[TASK TO COMPLETE]:
Find the line that contains "пути · 560 m</p></div>", then repeat it and each line after it to the end of the records, exactly.
# # #
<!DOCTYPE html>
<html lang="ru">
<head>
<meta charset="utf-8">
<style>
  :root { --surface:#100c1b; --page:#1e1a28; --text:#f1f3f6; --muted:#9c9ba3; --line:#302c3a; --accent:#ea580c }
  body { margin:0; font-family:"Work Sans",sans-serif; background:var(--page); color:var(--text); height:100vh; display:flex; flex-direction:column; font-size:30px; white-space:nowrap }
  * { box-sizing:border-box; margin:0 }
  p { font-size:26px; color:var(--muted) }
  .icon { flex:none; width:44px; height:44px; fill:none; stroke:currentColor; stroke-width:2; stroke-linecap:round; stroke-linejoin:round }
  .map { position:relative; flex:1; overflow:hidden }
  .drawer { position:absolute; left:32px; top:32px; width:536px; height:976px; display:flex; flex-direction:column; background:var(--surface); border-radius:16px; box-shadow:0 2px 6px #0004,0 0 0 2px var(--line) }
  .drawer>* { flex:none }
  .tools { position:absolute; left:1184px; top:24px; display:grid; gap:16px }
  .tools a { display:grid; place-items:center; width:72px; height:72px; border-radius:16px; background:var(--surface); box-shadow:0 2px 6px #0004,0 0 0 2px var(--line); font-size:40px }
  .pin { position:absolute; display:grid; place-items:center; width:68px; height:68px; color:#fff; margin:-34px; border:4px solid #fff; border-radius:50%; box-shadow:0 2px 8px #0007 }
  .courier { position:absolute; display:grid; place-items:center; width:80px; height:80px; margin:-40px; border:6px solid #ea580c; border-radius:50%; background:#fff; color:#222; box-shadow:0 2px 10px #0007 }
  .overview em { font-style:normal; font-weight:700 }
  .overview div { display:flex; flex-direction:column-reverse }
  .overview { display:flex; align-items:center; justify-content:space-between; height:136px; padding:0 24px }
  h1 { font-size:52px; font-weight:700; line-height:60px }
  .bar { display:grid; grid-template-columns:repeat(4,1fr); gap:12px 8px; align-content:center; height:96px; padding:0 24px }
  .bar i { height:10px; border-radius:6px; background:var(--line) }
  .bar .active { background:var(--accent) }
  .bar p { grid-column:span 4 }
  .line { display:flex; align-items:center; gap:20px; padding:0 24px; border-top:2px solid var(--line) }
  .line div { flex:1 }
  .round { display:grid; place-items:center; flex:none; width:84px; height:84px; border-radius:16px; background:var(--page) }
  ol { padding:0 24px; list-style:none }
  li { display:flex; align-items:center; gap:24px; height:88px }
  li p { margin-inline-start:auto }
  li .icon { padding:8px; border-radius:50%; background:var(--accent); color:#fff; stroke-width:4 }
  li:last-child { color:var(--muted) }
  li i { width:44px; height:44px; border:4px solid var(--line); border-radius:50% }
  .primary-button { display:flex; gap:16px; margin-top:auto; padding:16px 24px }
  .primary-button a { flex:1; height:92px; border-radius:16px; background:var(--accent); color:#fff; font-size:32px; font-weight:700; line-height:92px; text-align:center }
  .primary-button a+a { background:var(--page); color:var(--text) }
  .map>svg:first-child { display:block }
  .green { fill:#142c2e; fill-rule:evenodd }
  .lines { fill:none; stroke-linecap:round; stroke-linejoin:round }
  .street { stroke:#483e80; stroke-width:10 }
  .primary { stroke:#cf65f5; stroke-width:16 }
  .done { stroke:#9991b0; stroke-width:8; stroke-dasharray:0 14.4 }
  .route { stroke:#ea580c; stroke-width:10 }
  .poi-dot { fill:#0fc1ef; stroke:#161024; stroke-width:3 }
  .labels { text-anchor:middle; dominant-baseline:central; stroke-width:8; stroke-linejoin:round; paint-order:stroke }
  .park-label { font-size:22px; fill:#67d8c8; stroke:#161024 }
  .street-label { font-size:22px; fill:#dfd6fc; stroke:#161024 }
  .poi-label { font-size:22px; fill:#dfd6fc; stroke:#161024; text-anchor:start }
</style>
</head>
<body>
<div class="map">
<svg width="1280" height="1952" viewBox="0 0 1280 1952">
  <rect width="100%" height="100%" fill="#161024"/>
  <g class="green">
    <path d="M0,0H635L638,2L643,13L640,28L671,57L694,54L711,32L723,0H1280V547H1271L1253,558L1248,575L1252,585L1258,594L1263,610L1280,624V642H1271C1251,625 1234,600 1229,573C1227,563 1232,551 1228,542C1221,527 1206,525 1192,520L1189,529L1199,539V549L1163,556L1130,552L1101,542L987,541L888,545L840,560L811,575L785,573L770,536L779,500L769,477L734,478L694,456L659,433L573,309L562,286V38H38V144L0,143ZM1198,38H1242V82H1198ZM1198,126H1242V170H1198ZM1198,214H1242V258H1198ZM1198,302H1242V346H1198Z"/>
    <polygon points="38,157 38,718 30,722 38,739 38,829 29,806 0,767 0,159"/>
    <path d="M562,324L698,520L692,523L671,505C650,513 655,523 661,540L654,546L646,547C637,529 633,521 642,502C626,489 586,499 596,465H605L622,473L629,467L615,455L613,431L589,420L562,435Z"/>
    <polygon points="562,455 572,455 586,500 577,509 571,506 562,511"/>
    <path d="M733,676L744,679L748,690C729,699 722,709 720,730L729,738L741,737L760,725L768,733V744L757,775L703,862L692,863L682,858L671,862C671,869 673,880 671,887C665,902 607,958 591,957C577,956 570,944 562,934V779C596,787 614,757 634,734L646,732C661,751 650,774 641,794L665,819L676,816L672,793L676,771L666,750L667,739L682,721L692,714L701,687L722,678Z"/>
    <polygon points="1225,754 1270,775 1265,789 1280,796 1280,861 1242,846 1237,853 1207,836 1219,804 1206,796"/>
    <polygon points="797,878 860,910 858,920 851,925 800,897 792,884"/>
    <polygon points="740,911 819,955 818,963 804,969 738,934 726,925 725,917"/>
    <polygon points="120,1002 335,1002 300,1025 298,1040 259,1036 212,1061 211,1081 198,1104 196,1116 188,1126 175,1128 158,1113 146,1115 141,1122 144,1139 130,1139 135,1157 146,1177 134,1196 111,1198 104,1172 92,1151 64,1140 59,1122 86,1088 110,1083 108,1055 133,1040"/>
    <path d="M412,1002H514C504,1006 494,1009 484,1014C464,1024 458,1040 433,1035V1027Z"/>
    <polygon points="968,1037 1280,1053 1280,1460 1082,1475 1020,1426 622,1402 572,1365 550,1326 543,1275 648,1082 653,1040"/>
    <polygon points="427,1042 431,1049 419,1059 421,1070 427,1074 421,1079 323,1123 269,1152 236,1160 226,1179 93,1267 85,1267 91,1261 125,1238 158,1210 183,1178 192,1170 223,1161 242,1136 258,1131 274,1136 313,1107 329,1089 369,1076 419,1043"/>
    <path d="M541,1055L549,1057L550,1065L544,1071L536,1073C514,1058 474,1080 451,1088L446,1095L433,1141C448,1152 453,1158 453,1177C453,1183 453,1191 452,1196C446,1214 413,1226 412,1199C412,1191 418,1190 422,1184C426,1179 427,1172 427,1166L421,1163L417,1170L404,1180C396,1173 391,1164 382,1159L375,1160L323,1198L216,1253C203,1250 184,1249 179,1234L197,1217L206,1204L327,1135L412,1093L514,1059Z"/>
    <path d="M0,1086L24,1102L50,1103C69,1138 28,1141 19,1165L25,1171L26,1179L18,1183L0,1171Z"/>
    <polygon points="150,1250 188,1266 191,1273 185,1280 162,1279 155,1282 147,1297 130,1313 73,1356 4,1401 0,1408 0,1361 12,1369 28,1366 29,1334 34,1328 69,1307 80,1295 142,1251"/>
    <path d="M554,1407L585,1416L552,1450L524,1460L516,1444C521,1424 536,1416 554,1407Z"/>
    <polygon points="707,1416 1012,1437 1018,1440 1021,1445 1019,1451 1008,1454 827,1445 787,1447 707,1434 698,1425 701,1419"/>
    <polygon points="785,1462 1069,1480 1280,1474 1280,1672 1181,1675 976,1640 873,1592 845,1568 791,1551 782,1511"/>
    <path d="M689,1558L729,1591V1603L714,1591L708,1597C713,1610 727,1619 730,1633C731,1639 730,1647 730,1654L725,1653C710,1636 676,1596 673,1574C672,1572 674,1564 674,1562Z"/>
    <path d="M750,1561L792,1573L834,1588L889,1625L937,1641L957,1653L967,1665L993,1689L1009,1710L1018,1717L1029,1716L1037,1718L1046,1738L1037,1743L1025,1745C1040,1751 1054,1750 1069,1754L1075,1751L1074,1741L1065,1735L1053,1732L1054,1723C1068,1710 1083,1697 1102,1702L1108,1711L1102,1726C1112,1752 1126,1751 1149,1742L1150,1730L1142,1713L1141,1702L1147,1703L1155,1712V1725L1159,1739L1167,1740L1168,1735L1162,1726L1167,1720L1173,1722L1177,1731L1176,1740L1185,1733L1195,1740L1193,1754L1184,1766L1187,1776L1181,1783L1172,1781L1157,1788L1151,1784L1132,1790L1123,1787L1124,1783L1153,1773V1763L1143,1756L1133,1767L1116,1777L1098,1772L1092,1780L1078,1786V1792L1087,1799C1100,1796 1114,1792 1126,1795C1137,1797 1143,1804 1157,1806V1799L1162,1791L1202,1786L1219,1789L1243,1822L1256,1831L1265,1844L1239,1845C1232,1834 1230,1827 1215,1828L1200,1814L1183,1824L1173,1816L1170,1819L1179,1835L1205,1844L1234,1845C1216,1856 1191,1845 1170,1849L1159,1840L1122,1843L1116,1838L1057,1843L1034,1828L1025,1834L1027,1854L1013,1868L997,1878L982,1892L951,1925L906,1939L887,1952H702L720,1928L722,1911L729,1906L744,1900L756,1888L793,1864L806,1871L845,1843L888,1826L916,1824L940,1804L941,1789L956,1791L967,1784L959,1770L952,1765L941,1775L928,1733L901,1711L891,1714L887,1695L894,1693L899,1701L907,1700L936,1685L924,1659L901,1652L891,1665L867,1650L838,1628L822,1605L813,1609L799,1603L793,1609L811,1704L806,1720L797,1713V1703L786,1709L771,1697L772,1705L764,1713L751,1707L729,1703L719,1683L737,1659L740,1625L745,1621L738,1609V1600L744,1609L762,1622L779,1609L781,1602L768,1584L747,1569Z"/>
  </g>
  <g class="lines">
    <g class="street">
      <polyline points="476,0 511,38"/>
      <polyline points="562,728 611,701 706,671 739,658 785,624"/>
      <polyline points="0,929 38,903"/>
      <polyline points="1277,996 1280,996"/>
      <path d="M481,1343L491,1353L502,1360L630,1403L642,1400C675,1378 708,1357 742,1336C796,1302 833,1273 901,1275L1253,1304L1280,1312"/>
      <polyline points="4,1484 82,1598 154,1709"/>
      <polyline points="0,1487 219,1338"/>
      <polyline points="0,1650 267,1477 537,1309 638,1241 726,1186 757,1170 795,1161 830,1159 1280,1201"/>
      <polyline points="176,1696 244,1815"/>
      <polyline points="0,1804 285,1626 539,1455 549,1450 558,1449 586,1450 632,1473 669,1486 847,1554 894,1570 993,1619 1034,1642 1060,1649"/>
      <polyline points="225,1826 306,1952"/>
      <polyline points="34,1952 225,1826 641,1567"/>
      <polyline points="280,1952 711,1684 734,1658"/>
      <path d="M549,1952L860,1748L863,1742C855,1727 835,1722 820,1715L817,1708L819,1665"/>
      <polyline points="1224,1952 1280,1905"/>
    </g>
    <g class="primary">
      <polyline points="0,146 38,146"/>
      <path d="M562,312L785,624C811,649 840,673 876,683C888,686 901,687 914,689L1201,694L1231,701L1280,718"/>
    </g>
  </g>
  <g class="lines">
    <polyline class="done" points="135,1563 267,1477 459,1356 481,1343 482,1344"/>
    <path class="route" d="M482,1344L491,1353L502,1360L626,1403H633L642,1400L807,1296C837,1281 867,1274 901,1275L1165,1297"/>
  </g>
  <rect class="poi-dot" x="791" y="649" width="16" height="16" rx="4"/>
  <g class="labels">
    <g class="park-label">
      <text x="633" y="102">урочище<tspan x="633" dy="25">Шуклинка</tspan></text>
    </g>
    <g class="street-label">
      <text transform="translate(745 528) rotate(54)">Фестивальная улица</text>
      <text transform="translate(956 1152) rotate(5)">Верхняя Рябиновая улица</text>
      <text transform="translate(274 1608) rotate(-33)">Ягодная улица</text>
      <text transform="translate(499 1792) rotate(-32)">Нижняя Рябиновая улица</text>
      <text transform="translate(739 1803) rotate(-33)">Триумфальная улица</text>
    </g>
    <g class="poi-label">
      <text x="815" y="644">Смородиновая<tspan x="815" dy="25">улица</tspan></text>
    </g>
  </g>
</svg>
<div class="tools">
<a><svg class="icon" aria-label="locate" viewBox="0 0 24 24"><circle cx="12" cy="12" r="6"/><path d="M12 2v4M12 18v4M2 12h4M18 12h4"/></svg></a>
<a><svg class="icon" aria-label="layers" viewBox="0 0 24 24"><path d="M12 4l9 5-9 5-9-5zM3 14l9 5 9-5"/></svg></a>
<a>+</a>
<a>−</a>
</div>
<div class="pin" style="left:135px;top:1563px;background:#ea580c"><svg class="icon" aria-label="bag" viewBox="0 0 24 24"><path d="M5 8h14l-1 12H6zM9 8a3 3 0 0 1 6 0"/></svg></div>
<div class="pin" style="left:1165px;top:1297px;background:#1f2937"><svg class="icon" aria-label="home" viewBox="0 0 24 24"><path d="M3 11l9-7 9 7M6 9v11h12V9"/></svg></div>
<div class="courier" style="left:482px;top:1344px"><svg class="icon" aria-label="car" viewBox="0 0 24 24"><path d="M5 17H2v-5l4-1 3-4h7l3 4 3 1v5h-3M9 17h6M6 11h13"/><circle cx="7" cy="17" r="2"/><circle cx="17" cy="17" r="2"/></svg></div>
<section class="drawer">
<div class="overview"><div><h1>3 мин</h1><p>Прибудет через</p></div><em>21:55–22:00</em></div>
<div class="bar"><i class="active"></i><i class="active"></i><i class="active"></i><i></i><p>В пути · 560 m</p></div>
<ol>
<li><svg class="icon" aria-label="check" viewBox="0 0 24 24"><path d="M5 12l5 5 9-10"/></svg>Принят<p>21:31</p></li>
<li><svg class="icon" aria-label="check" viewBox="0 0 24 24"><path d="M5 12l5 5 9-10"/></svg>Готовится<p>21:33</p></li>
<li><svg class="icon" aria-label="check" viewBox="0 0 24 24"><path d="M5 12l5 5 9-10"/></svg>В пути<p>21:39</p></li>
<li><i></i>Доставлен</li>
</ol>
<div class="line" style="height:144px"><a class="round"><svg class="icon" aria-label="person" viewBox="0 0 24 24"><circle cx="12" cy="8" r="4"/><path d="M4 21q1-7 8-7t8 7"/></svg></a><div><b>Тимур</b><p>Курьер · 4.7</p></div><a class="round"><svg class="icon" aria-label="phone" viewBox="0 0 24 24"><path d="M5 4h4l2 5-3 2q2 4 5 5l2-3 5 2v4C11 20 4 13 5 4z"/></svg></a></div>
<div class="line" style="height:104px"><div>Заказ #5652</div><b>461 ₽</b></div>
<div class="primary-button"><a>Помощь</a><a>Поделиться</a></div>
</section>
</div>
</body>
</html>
# # #
[ANSWER TO THIS PROBLEM]:
<div class="bar"><i class="active"></i><i class="active"></i><i class="active"></i><i></i><p>В пути · 560 m</p></div>
<ol>
<li><svg class="icon" aria-label="check" viewBox="0 0 24 24"><path d="M5 12l5 5 9-10"/></svg>Принят<p>21:31</p></li>
<li><svg class="icon" aria-label="check" viewBox="0 0 24 24"><path d="M5 12l5 5 9-10"/></svg>Готовится<p>21:33</p></li>
<li><svg class="icon" aria-label="check" viewBox="0 0 24 24"><path d="M5 12l5 5 9-10"/></svg>В пути<p>21:39</p></li>
<li><i></i>Доставлен</li>
</ol>
<div class="line" style="height:144px"><a class="round"><svg class="icon" aria-label="person" viewBox="0 0 24 24"><circle cx="12" cy="8" r="4"/><path d="M4 21q1-7 8-7t8 7"/></svg></a><div><b>Тимур</b><p>Курьер · 4.7</p></div><a class="round"><svg class="icon" aria-label="phone" viewBox="0 0 24 24"><path d="M5 4h4l2 5-3 2q2 4 5 5l2-3 5 2v4C11 20 4 13 5 4z"/></svg></a></div>
<div class="line" style="height:104px"><div>Заказ #5652</div><b>461 ₽</b></div>
<div class="primary-button"><a>Помощь</a><a>Поделиться</a></div>
</section>
</div>
</body>
</html>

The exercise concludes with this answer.